### Bayes Theorem

Bayes Theorem describes the probability of an event, based on prior knowledge of conditions that might be related to the event. One of the many applications of Bayes' theorem is Bayesian inference, a particular approach to statistical inference. When applied, the probabilities involved in the theorem may have different probability interpretations. With Bayesian probability interpretation, the theorem expresses how a degree of belief, expressed as a probability, should rationally change to account for the availability of related evidence. 

Let's see first the more simple problem. 

If two events are independent, i.e. if the occurrence of one event (A) is in no way related to the occurrence of another event (B) then the probability of both events occurring:

$$
P (A, B) = P (A) x P (B)
$$

For example, the probability of a head falling both times in a row is 0.25 (0.5 * 0.5), as well as that a family with two children has two daughters.

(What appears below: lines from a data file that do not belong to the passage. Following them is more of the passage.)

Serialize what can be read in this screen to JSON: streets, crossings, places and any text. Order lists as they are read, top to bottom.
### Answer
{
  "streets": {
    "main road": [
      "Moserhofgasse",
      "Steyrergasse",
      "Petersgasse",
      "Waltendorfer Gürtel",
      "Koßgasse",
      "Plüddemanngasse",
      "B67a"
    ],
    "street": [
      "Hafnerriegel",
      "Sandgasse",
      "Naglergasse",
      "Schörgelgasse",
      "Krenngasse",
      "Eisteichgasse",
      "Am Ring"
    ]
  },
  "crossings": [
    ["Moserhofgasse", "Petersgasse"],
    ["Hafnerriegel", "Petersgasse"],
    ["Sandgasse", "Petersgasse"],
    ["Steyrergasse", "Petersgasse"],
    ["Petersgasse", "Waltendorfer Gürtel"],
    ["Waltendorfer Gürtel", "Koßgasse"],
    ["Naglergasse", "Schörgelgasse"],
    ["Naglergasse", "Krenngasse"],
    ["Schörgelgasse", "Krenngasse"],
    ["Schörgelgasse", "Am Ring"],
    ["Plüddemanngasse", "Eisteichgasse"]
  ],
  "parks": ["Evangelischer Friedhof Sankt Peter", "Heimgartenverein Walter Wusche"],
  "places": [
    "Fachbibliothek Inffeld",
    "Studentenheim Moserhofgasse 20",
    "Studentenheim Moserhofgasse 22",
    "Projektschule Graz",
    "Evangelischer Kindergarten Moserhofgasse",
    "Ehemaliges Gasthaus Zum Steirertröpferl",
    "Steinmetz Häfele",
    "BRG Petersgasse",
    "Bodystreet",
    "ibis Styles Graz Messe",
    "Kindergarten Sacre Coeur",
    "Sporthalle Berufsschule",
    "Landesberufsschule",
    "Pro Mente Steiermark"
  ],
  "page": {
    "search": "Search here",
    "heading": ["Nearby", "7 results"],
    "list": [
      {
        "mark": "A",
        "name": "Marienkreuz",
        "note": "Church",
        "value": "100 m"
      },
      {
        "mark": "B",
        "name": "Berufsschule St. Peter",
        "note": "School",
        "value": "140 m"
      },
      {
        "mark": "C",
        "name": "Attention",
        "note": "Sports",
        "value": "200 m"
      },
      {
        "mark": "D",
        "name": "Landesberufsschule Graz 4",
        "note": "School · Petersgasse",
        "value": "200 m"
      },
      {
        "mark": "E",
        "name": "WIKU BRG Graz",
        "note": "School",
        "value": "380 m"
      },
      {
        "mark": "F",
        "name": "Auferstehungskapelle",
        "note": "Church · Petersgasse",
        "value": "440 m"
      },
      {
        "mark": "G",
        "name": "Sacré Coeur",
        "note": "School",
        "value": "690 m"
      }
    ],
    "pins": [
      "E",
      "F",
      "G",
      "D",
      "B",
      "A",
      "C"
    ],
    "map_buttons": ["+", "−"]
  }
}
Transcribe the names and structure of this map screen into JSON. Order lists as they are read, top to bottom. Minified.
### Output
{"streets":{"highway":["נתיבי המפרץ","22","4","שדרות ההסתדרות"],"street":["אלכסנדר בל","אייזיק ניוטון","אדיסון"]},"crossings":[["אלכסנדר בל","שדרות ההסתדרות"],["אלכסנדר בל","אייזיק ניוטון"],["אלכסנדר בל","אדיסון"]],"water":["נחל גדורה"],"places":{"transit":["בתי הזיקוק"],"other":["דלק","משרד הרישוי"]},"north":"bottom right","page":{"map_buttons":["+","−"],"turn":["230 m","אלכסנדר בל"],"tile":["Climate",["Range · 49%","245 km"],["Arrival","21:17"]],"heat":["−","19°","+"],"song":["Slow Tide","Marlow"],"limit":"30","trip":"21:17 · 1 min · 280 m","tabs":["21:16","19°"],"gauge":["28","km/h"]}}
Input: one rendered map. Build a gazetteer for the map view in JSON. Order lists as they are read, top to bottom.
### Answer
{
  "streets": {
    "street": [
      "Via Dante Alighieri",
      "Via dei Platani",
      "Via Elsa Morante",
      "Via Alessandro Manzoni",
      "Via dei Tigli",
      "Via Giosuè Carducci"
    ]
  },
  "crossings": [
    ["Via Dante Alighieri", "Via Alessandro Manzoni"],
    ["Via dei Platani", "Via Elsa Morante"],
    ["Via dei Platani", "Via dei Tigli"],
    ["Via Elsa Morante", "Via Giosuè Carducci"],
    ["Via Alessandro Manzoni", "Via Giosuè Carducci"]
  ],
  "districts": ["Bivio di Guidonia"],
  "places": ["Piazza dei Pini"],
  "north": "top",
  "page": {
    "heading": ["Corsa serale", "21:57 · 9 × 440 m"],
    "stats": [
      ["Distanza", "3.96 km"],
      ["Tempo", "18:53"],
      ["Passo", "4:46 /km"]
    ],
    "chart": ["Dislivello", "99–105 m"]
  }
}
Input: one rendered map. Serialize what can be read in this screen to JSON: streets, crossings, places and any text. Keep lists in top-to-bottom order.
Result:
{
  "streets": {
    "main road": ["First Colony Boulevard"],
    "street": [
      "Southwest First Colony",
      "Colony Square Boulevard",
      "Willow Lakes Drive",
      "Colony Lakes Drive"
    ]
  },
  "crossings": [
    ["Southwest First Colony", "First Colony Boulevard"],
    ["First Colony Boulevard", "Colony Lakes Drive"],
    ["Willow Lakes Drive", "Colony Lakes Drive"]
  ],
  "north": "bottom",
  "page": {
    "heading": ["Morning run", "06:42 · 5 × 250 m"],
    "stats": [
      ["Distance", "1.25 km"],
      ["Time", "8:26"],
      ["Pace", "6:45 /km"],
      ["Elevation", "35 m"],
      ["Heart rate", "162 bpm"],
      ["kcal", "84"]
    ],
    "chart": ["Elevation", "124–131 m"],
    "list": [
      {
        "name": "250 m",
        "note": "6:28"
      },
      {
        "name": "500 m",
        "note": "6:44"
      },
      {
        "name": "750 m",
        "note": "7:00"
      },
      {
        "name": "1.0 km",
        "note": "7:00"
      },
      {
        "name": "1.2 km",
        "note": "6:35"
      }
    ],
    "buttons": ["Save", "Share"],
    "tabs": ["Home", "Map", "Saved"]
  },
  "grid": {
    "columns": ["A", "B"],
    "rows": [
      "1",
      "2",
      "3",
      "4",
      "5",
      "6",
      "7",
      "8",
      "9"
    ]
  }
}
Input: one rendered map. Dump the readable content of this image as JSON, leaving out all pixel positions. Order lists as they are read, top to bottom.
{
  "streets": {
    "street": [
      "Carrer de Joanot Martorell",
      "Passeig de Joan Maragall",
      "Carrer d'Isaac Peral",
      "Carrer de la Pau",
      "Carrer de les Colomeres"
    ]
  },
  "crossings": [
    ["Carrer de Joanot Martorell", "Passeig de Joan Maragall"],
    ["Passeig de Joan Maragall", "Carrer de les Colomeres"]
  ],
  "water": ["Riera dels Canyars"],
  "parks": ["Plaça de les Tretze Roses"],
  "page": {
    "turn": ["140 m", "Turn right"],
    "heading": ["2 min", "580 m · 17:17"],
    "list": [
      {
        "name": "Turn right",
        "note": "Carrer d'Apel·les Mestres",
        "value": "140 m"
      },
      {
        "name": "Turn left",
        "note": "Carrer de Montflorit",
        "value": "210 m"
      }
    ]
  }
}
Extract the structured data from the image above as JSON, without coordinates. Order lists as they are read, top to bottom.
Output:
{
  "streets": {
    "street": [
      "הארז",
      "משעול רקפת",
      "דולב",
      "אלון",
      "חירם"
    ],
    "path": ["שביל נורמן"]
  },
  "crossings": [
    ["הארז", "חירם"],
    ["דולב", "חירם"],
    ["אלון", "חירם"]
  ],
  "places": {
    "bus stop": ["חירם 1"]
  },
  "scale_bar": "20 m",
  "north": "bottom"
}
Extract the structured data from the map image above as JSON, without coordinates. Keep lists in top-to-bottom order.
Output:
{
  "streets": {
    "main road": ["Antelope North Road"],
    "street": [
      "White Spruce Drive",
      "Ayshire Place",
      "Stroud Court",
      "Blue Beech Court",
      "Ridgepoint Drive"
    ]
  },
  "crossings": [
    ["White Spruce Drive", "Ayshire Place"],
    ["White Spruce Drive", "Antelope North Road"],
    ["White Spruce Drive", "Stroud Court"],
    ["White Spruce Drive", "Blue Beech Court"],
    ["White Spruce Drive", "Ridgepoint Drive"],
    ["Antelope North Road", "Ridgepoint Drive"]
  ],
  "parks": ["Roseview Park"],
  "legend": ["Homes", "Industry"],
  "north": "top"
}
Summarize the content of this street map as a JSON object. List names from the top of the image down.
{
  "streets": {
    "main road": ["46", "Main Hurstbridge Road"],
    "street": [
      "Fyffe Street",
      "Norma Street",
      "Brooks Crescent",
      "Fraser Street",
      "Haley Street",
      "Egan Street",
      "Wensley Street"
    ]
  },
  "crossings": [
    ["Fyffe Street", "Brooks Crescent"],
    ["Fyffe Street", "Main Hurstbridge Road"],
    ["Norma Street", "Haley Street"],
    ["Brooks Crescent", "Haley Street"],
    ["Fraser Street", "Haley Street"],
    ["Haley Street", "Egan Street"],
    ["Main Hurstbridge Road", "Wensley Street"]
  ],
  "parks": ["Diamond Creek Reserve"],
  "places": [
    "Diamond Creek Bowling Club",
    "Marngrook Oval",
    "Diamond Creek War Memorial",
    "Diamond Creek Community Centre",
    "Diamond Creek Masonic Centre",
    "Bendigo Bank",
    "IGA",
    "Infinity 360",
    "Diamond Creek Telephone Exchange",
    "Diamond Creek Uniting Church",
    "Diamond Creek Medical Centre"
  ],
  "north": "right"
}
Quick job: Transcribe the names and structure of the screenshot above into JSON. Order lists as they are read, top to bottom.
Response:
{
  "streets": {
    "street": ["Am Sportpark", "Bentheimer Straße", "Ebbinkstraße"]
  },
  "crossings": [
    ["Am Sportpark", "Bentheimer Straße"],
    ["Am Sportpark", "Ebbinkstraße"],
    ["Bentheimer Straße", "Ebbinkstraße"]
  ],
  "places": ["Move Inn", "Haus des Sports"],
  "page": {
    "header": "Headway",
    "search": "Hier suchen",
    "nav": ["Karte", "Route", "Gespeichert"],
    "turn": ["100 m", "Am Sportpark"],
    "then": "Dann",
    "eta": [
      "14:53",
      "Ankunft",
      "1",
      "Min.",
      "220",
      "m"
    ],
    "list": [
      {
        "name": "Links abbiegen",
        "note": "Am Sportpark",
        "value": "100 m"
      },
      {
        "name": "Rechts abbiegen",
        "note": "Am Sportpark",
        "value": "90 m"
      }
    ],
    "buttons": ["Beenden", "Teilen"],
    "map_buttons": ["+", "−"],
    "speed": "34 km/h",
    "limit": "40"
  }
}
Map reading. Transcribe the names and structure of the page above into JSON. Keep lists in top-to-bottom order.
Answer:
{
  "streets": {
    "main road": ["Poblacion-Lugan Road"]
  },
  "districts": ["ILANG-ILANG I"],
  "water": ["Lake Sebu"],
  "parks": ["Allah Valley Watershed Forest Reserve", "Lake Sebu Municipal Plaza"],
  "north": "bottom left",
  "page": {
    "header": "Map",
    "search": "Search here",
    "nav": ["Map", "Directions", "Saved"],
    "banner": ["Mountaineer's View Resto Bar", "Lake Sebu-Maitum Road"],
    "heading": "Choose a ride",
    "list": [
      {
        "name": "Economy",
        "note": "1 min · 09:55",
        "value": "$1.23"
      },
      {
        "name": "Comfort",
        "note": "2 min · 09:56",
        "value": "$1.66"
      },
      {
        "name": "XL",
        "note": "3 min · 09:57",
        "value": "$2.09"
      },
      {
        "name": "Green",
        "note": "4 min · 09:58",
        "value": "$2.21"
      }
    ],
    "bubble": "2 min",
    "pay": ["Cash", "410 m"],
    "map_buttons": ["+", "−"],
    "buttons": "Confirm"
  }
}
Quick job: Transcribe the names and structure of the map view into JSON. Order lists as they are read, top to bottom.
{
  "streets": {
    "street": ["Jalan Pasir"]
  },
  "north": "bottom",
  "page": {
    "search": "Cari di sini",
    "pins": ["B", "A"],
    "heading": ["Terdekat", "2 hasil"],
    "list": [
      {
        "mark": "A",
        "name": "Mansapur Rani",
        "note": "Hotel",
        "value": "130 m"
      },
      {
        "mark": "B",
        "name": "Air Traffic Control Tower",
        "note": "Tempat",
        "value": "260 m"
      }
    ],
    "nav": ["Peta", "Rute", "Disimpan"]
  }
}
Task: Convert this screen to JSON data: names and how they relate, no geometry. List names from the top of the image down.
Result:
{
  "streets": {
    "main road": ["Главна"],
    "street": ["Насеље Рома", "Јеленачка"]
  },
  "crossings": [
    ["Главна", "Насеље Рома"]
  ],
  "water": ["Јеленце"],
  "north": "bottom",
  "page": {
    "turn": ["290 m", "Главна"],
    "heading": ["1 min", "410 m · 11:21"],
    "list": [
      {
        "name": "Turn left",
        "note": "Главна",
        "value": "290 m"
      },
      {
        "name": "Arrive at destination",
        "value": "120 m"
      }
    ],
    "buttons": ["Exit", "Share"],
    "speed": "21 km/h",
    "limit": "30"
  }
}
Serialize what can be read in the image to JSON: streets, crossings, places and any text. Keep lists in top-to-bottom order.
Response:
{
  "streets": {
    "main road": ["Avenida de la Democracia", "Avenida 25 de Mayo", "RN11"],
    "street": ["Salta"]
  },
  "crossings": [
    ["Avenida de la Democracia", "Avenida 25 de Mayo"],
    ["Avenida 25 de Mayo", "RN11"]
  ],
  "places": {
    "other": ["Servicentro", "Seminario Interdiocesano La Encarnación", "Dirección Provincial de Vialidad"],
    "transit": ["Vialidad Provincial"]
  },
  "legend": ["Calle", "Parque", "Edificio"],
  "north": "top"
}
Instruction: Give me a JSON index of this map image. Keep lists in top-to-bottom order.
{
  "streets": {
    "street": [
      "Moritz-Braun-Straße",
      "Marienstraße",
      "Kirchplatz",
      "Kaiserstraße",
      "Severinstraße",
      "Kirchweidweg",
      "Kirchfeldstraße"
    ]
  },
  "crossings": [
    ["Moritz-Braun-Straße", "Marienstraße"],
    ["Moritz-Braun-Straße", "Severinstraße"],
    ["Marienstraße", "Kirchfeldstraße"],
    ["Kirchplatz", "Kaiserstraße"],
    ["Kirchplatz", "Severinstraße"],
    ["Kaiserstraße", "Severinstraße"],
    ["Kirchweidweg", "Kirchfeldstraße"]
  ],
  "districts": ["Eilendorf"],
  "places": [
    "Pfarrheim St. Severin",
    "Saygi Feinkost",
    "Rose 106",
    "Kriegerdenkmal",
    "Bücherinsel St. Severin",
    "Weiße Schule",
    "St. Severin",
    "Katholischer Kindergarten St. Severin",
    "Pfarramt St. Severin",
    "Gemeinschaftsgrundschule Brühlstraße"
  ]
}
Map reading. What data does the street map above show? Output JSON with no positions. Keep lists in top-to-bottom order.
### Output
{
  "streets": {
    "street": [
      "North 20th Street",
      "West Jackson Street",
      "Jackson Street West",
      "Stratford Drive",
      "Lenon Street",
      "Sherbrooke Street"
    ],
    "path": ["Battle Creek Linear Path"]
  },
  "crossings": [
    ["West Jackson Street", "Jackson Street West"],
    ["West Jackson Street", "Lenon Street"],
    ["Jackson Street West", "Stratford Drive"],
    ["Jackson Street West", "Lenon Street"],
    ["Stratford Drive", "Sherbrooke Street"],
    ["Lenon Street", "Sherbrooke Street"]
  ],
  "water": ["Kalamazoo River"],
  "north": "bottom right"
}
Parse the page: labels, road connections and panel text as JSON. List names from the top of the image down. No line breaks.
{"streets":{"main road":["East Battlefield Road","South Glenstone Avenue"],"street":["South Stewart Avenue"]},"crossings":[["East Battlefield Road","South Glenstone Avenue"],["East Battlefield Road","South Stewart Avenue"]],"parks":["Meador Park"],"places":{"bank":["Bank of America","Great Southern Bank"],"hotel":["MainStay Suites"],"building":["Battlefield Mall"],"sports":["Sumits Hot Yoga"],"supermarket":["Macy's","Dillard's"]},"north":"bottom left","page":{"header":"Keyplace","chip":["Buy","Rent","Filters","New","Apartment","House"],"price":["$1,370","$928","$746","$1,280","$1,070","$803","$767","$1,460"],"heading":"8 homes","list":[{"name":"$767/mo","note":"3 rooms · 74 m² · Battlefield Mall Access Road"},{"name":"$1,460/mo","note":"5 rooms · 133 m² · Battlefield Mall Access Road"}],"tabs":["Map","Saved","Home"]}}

If the events are dependent, then the probability of A occurring if B occurred is equal

$$
P (A|B) = \frac{P(A, B)}{P(B)} 
$$

this is often rewritten and calculated as the following equation:

$$
P (A, B) = P(A|B) x P(B) 
$$

which actually means - what is the probability that both A and B will happen if we know what the probability is that A will happen when B happened (conditional probability) (P(A|B)) and  and if we know what the probability is that B will happen (P(B)).

For example, imagine that we want to determine the probability of a rainbow occurring. Rainbow occurs with a probability of 0.3 when it rains (P (A | B)), and the probability of rain is 0.2 (P (B)). The probability of rain and a rainbow is

$$
P (A, B) = 0.3 x 0.2 = 0.06. 
$$

In other words, if we know that rainbow and rain occur in 6% of cases, and that rain falls in 20% of cases, the conditional probability of rainbow occurring when rain falls is 

$$
P (A | B) = \frac {P(A, B)}{P (B)} = \frac{0.06}{0.2} = 0.3
$$

Going through next example, we can see why Bayes is difficult, or it is only difficult to me. If you apply Bayes theorem to next problem you can see how it can be contraintuitive. 

One common ticklish example involves a family with two (unknown) children.
Assuming that:

1. Every child is equally likely to be a boy or a girl
2. The sex of the second child is independent of the sex of the first child

then the event "no girl" has a probability of 1/4, the event "one girl, one boy" has a probability
1/2, and the "two girls" event is 1/4 probability.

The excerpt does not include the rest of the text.